Jim and Janet Ramsey

Spotlighting Bait-And-Switch Tactics

They walked a long and arduous path to justice, first for themselves, then for every Virginian.

– By Dennis Hartig

The state highway department told Jim and Janet Ramsey it had run out of time dickering. It needed to start building an interstate exit ramp next to their Virginia Beach home.

There would be no more negotiations on the value of their land. In 2009, it put aside in court the $248,000 determined by the government appraisal and took title to a strip of the  Ramsey  land. Jim and Janet would have to prove to a jury in court that their property at an interstate intersection was worth $150,000 more.

With the title in hand to the Ramsey land, the highway department swallowed a big bite of their side yard and began construction. The Ramseys withdrew the $248,000 and retained Waldo & Lyle attorneys Jeremy Hopkins and Brian Kunze. The highway department refused to negotiate and they exercised their right to go to court.

“All we wanted was to be treated fairly,” Jim said.

That is when the highway department started playing rough. It made Jim and Janet a Godfather-style offer, one they thought the Ramseys could not possibly refuse: Accept the $248,000 — and not a penny more — or we will re-appraise the property for a lot less.

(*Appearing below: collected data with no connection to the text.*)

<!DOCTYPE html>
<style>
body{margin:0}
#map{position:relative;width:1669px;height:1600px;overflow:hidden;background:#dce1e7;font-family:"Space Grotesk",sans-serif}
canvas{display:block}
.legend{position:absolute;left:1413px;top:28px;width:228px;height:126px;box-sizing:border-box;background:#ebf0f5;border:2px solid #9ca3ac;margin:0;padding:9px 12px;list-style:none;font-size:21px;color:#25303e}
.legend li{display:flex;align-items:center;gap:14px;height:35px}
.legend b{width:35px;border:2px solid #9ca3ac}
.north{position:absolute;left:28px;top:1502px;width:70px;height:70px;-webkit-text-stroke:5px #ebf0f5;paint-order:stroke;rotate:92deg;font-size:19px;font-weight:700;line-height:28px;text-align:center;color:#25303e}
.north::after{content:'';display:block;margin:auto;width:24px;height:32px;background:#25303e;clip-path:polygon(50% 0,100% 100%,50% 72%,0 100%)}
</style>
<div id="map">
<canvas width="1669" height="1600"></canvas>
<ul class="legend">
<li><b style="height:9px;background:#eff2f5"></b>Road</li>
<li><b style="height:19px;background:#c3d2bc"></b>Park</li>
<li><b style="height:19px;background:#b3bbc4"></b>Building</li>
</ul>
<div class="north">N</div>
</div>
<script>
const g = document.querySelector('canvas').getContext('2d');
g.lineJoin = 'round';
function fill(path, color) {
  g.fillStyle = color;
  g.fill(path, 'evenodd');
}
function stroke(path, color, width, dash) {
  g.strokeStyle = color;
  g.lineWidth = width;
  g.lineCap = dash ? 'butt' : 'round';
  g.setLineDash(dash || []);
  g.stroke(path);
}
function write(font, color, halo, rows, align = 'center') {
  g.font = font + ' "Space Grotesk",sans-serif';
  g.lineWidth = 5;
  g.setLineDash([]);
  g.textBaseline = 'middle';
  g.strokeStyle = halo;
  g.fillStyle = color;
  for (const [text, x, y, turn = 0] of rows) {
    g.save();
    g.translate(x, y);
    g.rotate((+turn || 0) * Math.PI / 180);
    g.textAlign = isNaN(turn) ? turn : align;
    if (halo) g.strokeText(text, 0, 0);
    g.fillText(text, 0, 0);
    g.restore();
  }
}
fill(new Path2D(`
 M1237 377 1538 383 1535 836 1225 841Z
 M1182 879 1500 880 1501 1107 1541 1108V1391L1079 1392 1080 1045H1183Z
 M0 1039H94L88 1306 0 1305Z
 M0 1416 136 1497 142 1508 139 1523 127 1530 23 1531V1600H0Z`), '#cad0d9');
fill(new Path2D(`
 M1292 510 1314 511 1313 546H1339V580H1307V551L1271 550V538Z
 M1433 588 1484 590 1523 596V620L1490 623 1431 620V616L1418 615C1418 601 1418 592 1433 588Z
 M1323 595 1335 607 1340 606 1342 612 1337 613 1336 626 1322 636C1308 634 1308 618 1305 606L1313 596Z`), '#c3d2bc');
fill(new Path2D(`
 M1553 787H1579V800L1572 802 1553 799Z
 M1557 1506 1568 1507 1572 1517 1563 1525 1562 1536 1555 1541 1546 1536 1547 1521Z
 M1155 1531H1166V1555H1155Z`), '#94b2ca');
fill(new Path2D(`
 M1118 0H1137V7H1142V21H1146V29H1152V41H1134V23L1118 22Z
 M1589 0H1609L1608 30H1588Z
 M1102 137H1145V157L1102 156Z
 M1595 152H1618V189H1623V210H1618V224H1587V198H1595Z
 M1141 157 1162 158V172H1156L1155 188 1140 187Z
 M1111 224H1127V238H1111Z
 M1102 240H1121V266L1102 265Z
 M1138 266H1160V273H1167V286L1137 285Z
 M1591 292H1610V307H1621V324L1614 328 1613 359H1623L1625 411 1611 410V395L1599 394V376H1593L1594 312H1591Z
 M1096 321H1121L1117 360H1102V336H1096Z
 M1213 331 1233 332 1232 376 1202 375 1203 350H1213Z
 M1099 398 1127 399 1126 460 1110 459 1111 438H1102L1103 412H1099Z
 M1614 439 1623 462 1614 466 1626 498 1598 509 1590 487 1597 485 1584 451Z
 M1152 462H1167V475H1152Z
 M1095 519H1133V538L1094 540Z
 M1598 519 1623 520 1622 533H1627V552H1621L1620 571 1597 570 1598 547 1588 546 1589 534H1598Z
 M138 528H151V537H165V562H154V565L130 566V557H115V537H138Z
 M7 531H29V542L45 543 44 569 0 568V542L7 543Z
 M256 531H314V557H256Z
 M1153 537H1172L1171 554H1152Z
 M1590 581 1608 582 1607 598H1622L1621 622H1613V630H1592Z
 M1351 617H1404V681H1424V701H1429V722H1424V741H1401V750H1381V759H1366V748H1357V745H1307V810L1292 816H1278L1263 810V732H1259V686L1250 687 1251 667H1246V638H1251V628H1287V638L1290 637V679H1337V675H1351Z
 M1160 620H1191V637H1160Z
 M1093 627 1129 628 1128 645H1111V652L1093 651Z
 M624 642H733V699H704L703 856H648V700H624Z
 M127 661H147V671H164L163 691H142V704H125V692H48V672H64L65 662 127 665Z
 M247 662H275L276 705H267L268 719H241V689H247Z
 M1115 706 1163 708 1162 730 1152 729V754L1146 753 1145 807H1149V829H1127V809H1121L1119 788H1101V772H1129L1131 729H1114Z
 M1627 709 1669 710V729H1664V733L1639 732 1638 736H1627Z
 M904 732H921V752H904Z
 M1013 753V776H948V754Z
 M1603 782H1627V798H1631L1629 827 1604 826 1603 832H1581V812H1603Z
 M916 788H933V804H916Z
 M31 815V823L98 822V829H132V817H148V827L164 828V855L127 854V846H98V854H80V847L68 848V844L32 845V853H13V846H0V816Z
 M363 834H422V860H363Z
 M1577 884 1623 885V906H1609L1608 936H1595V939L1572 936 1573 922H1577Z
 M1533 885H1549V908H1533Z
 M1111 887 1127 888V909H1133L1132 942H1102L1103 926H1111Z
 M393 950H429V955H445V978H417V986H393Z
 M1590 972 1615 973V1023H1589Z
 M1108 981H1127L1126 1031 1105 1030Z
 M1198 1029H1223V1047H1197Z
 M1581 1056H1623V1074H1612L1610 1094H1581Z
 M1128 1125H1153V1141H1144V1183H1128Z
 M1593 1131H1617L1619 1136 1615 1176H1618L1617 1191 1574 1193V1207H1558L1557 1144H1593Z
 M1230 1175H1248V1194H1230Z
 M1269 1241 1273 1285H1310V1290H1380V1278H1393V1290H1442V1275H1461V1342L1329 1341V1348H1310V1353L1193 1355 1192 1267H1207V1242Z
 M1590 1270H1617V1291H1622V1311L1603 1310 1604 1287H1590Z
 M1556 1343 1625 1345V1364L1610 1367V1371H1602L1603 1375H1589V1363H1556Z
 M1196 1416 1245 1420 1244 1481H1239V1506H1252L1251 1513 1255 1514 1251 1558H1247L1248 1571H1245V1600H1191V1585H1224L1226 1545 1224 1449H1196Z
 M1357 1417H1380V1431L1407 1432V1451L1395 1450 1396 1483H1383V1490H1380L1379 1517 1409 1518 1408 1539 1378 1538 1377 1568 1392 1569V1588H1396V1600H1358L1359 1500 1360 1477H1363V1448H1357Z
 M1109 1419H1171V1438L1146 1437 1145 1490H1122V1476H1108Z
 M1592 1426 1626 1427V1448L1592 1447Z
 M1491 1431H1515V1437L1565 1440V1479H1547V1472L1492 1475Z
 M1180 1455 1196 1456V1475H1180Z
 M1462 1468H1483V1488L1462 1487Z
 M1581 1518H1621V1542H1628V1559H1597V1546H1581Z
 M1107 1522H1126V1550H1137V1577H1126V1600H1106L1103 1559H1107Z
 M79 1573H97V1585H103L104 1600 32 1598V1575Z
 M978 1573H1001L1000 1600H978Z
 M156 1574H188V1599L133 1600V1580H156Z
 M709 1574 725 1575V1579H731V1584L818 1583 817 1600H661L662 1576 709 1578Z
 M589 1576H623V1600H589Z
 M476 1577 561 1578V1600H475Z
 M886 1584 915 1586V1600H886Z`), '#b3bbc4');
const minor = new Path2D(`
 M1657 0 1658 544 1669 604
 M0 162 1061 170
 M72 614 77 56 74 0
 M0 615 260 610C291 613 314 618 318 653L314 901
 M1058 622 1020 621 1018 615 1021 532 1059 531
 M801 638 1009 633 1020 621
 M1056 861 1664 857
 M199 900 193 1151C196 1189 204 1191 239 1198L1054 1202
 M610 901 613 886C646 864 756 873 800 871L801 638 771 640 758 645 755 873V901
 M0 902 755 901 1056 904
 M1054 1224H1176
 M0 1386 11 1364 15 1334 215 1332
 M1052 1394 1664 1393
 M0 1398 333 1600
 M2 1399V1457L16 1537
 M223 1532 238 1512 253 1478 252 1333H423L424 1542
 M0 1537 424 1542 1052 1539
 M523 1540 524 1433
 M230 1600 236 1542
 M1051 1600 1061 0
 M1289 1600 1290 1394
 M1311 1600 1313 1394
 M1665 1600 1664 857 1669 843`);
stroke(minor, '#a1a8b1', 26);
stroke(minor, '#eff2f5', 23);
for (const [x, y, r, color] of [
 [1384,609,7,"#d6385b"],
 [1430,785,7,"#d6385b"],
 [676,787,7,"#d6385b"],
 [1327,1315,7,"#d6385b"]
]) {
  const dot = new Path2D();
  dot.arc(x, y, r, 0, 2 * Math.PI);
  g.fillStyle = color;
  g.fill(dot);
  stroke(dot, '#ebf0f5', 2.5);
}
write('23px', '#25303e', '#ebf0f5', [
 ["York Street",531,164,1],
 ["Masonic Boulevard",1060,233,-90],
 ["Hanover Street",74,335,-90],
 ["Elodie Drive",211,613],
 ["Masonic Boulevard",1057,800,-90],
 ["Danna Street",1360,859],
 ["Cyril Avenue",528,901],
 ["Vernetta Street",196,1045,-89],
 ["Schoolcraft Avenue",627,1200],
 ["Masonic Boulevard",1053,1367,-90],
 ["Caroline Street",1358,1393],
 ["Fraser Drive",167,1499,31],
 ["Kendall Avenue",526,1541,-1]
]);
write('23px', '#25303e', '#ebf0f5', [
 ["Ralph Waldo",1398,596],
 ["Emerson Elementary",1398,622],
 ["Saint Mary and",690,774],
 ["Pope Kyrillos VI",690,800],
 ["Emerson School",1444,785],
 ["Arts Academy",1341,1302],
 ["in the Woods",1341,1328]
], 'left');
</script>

The highway department squeezed the Ramseys knowing they were in a precarious financial position. They had already withdrawn the $248,000 and faced a long and expensive legal battle with no assurance of the outcome. Just as the highway department promised, the new appraisal, issued in 2012, came in much lower — this time at $92,000. The highway department now insisted that they return $158,000, the difference between the first and second appraisals.

But the Ramseys did not buckle, even when they learned that nothing in the law prevented this underhanded tactic. In practical terms, this meant that if the Ramseys went to court, the highway department could insist the property was worth only $92,000 and could conceal from the jury deciding what was right the original $248,000 valuation. The Waldo lawyers objected, but as  preposterous as it sounds, the Virginia Beach Circuit Court agreed with this interpretation of the law, that the highway department could lower an appraisal to pressure property owners into surrendering. Now, the Ramseys would have to pay the money back or take their chances before a jury.

Hopkins and Kunze, while doing their research, found eight other instances in which the highway department had used what they described as “bait and switch tactics” to intimidate property owners like the Ramseys into giving up. Jim and Janet decided to trust the jury,  knowing, as Kunze said, “We had one hand tied behind our back.”

Despite the handicap, the jury awarded them $234,000, more than double the $92,000 appraisal. But still, they were in the hole. The judge ordered them to pay back to the highway department approximately $14,000.

Jim and Janet decided that more was at stake than money.

“It’s just so wrong,” Jim said. “It’s sneaky. It’s conniving.”

They appealed the case to the Virginia Supreme Court, arguing that the state should not be allowed to play “fast and loose” with property owners as it had with the Ramseys and with the other eight property owners similarly pressured with lowered appraisals.

In 2015, the Supreme Court unanimously agreed that the Ramseys had been abused. By bringing the case, the justices said the Ramseys had created a “wholly appropriate check on the broad powers of the state in condemnation proceedings.” The justices ruled that the state could lower an appraisal, but it could never again keep this secret from a jury; from then on, it all had to be in the open.

The ruling was a precedent-setting victory for property owners, leveling the playing field and ending the ability of the state to play by a different and favorable set of rules. The stunning defeat, and the resulting bad press, put the highway department in the position into which it had tried to force the Ramseys. It settled for $330,000, closer to what the Ramseys had said was fair way back in 2009.

Of the lengthy battle, Kunze said: “No one should ever have such a long path to justice.”

Jim and Janet’s strong convictions made the path a little smoother and fairer for everyone.

Before his retirement in 2008, Dennis Hartig spent four decades reporting and editing for The Virginian-Pilot. As managing editor he directed reporting on eminent domain abuses and, later, as editorial page editor he crusaded for reforms.